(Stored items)
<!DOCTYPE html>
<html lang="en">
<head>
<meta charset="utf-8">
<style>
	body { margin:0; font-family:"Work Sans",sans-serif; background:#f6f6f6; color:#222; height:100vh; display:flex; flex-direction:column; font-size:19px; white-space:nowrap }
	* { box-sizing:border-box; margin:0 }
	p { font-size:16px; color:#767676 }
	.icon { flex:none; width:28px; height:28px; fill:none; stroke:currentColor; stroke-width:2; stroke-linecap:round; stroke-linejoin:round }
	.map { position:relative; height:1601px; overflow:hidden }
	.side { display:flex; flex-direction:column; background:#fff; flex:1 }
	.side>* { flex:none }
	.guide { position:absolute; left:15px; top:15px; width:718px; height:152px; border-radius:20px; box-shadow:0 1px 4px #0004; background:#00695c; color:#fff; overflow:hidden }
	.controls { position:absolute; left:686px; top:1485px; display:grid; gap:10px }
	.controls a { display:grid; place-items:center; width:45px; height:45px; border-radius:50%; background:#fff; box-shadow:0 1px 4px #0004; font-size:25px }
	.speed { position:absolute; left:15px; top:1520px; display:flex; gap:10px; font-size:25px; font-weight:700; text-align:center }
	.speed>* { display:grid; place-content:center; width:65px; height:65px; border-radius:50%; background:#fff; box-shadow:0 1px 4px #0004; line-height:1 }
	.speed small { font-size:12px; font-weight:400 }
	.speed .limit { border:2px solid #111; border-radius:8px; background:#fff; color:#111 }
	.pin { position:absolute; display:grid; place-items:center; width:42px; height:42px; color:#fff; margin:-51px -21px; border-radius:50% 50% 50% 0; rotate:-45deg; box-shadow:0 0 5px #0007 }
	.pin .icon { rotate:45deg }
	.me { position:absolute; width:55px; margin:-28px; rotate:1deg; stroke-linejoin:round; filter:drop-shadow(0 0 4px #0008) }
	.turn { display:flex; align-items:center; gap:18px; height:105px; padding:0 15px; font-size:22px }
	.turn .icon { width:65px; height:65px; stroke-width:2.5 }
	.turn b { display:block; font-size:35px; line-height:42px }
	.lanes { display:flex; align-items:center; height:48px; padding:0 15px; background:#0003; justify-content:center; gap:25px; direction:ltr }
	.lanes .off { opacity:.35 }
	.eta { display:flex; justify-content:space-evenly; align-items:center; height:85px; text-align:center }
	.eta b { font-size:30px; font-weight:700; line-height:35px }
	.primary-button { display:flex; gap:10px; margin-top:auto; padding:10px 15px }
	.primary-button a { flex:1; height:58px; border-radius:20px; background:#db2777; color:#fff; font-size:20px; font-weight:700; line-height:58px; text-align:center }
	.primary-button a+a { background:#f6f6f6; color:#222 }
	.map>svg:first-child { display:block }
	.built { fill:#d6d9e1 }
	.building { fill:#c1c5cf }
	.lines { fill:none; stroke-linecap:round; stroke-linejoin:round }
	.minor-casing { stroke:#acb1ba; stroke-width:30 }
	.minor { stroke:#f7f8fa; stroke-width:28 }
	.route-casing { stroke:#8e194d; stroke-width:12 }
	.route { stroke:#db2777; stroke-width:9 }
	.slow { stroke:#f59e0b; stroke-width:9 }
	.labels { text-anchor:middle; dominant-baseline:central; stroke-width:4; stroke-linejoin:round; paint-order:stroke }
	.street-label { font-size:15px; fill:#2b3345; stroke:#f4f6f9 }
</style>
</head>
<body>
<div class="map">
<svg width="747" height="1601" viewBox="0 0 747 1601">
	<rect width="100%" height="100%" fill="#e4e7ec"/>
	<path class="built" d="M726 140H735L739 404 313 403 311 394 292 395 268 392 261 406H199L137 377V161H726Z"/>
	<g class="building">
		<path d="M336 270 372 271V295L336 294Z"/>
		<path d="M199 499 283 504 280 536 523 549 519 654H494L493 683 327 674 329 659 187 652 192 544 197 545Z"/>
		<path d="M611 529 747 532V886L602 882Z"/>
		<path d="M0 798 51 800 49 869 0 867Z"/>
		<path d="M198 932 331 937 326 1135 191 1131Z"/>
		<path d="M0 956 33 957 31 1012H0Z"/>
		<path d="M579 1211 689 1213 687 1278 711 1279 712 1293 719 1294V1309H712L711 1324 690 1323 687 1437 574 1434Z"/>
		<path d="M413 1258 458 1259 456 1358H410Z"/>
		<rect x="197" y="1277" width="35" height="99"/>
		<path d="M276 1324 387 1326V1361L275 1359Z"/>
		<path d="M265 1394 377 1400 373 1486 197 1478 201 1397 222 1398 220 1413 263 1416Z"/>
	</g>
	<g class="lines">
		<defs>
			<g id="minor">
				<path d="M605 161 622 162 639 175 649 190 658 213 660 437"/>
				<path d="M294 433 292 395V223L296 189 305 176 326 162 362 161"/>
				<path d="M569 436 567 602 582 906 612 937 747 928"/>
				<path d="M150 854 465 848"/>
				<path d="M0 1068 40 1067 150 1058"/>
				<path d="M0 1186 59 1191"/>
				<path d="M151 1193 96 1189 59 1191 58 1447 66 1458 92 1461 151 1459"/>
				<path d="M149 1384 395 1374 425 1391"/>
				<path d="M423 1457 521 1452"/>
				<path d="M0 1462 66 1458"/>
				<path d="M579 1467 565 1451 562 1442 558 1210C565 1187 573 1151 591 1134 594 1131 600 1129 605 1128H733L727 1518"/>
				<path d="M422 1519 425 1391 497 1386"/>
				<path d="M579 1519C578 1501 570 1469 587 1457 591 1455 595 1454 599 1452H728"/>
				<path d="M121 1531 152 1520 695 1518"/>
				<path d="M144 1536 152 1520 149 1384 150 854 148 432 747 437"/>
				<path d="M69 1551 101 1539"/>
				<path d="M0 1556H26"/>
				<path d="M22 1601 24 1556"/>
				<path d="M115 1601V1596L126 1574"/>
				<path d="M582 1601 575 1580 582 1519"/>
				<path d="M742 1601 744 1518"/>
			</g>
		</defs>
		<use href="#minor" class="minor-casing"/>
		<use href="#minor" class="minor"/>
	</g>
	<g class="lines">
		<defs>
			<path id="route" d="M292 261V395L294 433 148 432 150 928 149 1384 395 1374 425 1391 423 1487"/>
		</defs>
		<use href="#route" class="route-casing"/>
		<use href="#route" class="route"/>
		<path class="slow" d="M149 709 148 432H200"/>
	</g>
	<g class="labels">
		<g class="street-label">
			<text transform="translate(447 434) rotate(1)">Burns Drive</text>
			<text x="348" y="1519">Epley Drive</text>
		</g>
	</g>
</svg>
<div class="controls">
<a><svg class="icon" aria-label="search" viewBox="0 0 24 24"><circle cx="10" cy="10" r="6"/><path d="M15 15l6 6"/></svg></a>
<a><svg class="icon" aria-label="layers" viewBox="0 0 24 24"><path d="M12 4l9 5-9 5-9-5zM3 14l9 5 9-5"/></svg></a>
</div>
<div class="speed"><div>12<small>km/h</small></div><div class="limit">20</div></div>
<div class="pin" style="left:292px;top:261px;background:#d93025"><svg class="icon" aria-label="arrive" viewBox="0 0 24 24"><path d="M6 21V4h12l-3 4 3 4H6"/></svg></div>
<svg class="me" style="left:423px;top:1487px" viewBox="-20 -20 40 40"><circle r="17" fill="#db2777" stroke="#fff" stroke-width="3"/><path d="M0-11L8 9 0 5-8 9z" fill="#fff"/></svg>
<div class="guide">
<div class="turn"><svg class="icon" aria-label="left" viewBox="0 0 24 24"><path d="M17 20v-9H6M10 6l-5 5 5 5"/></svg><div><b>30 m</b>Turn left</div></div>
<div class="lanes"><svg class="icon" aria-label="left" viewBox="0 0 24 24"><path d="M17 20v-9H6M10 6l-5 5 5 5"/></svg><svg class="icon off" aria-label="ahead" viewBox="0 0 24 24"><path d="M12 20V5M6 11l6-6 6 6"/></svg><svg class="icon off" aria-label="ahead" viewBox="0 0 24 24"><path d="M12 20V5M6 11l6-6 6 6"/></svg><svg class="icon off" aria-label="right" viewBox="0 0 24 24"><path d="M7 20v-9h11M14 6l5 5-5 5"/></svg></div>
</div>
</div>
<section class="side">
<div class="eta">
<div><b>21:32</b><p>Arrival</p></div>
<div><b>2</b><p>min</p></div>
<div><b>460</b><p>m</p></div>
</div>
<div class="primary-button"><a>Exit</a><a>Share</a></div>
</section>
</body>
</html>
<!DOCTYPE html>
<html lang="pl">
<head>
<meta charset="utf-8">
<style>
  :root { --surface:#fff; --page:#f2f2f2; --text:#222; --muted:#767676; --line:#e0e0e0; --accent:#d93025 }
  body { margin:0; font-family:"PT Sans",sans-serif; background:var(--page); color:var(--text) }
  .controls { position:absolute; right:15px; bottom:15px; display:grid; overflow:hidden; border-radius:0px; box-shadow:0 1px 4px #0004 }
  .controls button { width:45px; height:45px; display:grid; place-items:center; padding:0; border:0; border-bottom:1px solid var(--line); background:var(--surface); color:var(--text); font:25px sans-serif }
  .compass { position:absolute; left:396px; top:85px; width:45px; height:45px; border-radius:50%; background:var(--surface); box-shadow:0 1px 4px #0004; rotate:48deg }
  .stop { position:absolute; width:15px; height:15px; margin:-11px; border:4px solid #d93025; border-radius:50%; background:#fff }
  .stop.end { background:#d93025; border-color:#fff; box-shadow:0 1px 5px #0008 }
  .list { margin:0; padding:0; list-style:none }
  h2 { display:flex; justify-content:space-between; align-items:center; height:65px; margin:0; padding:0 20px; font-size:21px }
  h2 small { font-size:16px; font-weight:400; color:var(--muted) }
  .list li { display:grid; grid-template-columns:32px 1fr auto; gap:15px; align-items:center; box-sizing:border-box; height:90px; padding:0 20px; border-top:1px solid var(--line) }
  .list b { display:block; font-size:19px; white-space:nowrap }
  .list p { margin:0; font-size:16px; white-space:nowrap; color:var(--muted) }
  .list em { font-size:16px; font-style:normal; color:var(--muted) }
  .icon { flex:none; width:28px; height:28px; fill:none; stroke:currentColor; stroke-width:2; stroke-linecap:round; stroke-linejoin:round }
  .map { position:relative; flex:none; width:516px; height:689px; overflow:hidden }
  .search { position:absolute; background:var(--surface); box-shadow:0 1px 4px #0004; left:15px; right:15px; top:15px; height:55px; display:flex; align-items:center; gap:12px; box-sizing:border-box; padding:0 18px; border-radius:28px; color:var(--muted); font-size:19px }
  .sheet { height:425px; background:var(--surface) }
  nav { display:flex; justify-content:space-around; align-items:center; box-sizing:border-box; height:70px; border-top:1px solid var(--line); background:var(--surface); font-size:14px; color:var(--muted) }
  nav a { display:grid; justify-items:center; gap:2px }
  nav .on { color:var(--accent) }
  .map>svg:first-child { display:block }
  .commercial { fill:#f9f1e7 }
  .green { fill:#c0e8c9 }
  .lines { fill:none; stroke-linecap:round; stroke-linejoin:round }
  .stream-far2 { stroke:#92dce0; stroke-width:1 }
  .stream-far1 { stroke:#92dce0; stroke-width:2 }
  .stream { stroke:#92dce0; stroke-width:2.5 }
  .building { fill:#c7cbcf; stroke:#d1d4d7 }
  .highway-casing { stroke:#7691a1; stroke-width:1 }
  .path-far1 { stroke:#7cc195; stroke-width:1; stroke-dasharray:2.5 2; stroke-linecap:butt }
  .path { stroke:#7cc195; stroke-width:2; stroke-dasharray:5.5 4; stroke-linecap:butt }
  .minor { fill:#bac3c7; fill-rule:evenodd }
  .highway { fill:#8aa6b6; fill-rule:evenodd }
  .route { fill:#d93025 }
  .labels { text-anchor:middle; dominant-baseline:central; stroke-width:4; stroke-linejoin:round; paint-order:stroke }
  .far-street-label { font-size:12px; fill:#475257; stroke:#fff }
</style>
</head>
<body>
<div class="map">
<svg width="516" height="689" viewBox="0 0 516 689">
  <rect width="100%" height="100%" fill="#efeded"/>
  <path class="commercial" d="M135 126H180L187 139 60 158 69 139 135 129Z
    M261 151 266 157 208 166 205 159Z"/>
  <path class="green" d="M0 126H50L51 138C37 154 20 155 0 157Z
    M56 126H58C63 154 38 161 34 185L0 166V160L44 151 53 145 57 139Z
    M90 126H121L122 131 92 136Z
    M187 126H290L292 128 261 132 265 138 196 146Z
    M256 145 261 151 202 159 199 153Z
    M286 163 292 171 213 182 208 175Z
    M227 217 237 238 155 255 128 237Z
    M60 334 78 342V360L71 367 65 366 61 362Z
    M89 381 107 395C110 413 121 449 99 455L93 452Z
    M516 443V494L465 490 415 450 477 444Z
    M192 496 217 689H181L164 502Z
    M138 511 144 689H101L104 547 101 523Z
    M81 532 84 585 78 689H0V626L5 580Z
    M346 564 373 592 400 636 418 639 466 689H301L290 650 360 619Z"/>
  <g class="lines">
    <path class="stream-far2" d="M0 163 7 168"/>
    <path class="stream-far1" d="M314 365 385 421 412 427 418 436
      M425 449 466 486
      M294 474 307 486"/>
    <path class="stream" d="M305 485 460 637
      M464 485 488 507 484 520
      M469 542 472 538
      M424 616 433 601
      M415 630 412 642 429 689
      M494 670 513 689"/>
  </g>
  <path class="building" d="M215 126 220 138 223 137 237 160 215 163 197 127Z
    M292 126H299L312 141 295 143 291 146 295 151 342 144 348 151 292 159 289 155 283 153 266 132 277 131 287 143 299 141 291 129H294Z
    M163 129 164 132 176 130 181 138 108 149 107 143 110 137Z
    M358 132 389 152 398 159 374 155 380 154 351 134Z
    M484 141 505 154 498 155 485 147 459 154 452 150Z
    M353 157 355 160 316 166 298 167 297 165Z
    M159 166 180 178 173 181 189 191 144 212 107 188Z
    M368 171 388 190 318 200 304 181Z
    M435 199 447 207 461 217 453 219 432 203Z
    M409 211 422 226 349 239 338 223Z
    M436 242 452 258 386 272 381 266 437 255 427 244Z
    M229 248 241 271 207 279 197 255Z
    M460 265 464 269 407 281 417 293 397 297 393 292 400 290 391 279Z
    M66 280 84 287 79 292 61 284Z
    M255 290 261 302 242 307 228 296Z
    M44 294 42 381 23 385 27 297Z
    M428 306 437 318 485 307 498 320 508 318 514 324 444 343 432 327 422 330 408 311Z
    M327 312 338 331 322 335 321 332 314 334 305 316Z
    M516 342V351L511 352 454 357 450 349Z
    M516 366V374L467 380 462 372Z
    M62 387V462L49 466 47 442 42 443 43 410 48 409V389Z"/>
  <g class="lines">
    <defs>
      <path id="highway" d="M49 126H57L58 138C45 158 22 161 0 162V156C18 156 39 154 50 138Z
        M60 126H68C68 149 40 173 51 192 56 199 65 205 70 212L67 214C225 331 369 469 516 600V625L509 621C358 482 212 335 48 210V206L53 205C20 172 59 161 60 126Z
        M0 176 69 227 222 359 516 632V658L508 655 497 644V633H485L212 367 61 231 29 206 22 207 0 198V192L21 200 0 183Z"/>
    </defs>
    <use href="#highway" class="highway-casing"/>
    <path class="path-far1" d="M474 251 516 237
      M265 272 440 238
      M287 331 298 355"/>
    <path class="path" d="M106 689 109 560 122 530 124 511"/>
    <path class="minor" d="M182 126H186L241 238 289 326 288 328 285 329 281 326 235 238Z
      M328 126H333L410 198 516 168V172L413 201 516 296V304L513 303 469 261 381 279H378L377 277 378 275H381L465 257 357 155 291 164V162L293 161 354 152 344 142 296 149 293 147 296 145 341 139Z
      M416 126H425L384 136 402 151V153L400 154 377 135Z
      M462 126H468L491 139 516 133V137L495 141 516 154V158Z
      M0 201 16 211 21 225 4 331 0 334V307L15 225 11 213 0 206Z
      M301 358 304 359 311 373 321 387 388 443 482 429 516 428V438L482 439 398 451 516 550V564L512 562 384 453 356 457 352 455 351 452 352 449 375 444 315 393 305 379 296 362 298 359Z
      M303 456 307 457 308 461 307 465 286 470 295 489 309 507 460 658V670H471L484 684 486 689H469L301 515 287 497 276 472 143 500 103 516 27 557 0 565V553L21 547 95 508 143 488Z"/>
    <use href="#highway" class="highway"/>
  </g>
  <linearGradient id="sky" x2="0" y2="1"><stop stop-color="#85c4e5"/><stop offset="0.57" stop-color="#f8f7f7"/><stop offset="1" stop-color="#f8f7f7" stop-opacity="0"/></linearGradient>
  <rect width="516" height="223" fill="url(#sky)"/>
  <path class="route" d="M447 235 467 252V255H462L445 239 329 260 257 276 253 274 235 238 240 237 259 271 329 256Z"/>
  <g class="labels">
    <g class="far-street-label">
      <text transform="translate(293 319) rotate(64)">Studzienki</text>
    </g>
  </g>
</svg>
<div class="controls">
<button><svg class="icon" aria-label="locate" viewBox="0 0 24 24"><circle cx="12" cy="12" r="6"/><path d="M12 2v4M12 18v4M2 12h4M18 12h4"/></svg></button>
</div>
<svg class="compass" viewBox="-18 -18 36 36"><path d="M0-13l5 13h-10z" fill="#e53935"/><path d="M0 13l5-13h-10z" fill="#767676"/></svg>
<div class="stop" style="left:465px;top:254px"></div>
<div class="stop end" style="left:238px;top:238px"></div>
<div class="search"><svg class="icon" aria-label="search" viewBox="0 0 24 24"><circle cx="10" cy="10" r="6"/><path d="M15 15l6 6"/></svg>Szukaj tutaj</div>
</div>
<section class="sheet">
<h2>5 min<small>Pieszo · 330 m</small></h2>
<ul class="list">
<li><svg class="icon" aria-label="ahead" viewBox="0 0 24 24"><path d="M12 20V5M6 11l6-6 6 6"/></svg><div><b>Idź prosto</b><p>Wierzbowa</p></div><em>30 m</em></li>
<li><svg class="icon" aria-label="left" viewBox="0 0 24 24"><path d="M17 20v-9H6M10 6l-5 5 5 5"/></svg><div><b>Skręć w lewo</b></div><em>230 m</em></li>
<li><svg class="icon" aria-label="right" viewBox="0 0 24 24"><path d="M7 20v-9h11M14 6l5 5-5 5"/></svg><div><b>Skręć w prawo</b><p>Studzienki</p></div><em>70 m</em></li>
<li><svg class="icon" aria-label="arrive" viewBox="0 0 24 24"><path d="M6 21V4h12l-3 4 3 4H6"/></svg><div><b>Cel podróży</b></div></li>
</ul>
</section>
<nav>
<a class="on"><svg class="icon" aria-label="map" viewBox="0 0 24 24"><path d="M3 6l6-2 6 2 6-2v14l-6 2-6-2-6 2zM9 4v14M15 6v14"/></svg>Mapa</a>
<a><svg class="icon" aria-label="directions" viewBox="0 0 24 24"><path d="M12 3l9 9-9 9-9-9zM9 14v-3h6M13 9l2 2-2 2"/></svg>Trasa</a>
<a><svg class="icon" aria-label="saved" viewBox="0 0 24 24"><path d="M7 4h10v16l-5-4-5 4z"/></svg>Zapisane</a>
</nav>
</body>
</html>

» **Task description**: Find the lines above that hold "bottom", then copy each of them.

» **Exercise answer**:
  .controls { position:absolute; right:15px; bottom:15px; display:grid; overflow:hidden; border-radius:0px; box-shadow:0 1px 4px #0004 }
  .controls button { width:45px; height:45px; display:grid; place-items:center; padding:0; border:0; border-bottom:1px solid var(--line); background:var(--surface); color:var(--text); font:25px sans-serif }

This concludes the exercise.